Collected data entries
BEGIN

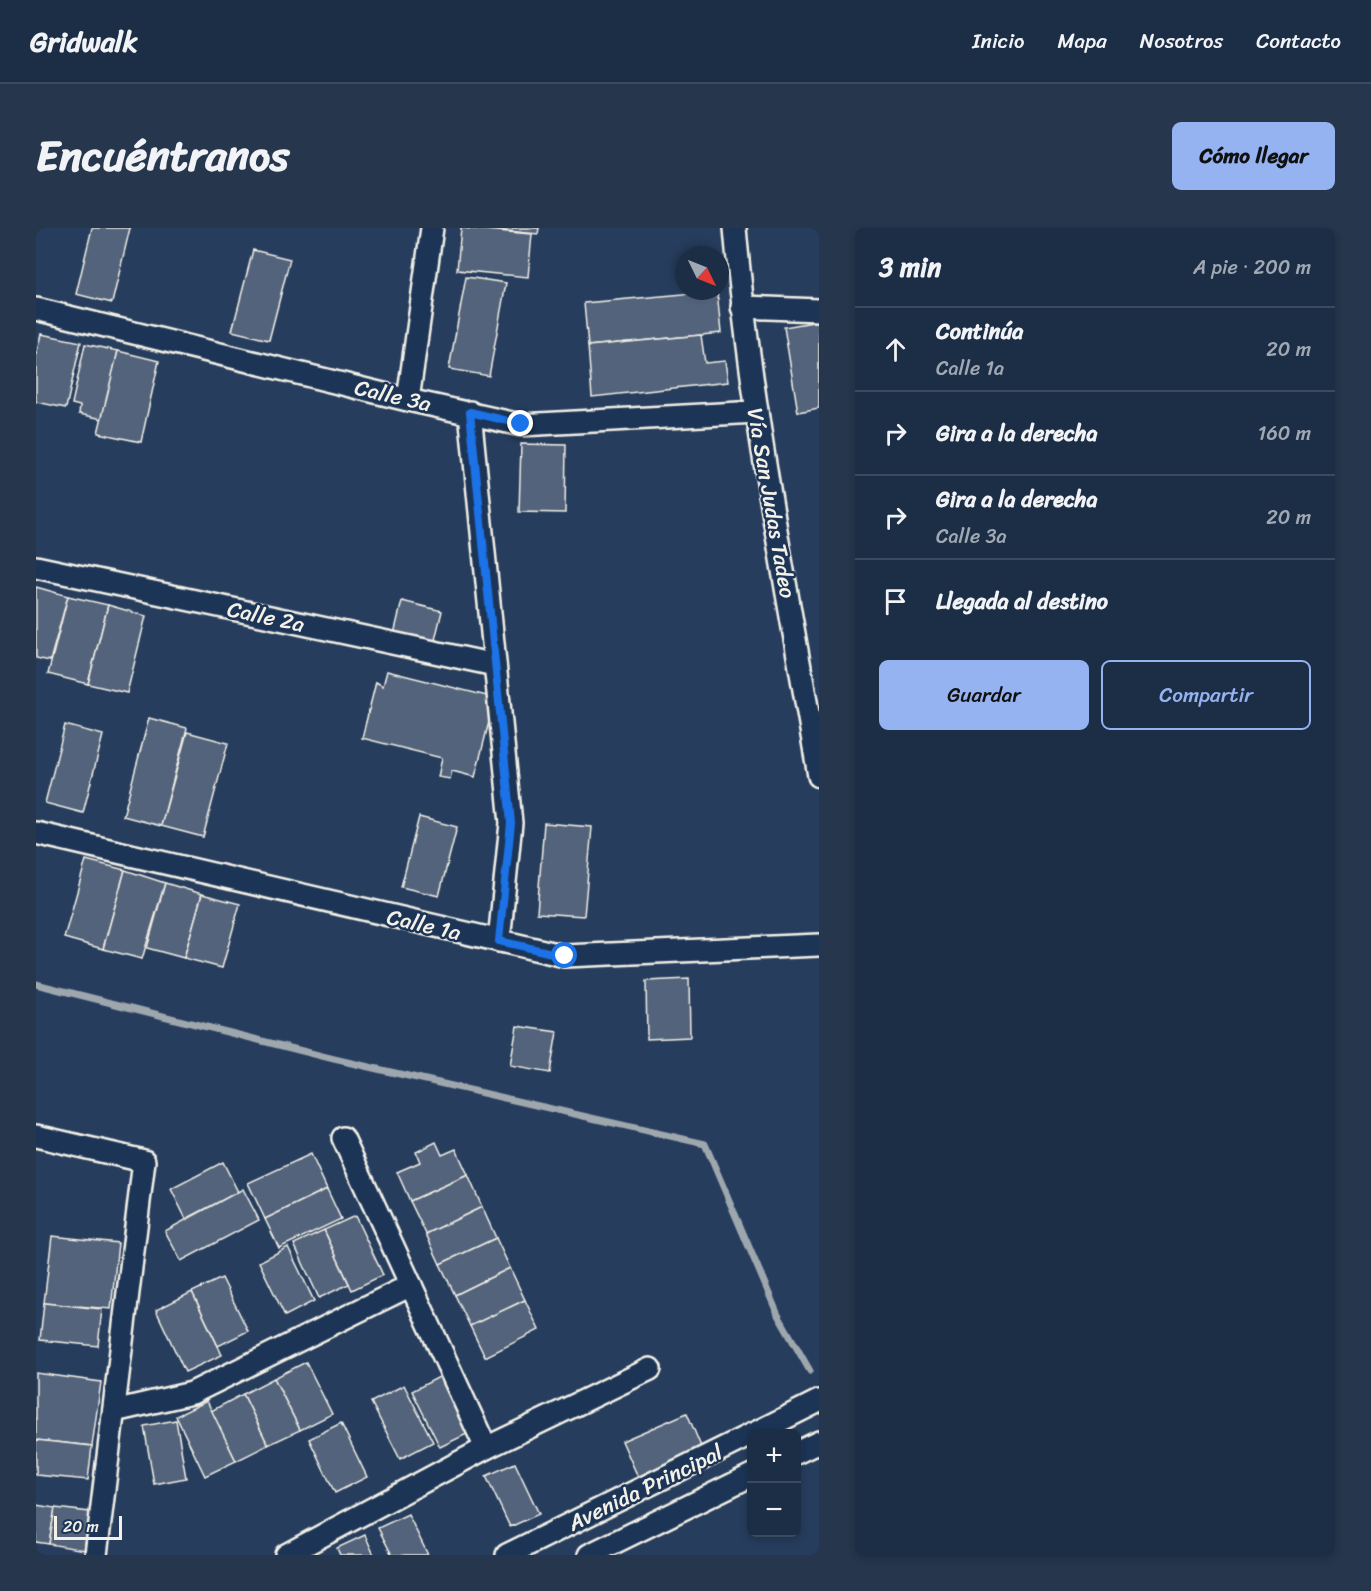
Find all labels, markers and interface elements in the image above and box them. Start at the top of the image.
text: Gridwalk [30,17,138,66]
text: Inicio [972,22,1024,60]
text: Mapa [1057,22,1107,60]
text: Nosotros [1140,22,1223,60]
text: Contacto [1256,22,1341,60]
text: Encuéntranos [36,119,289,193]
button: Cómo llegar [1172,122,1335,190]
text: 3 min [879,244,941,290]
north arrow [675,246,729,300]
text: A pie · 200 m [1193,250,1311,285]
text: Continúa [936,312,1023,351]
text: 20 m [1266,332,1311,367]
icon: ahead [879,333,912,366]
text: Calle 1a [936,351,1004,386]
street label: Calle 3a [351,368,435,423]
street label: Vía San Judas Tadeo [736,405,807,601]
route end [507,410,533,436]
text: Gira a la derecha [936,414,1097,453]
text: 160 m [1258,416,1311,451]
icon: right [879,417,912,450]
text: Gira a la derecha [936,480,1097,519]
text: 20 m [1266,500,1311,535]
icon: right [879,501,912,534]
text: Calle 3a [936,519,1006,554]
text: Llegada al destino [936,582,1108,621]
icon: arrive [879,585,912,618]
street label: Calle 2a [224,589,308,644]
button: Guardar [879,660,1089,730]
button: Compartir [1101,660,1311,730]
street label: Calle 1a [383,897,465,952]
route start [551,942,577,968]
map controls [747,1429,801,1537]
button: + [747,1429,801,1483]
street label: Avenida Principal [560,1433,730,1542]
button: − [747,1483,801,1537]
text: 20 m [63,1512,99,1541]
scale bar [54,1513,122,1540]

END

(PROBLEM TO WORK ON)
Write out every line of the data that holds the word "icon".

(RESPONSE FOR THIS EXERCISE)
icon: ahead [879,333,912,366]
icon: right [879,417,912,450]
icon: right [879,501,912,534]
icon: arrive [879,585,912,618]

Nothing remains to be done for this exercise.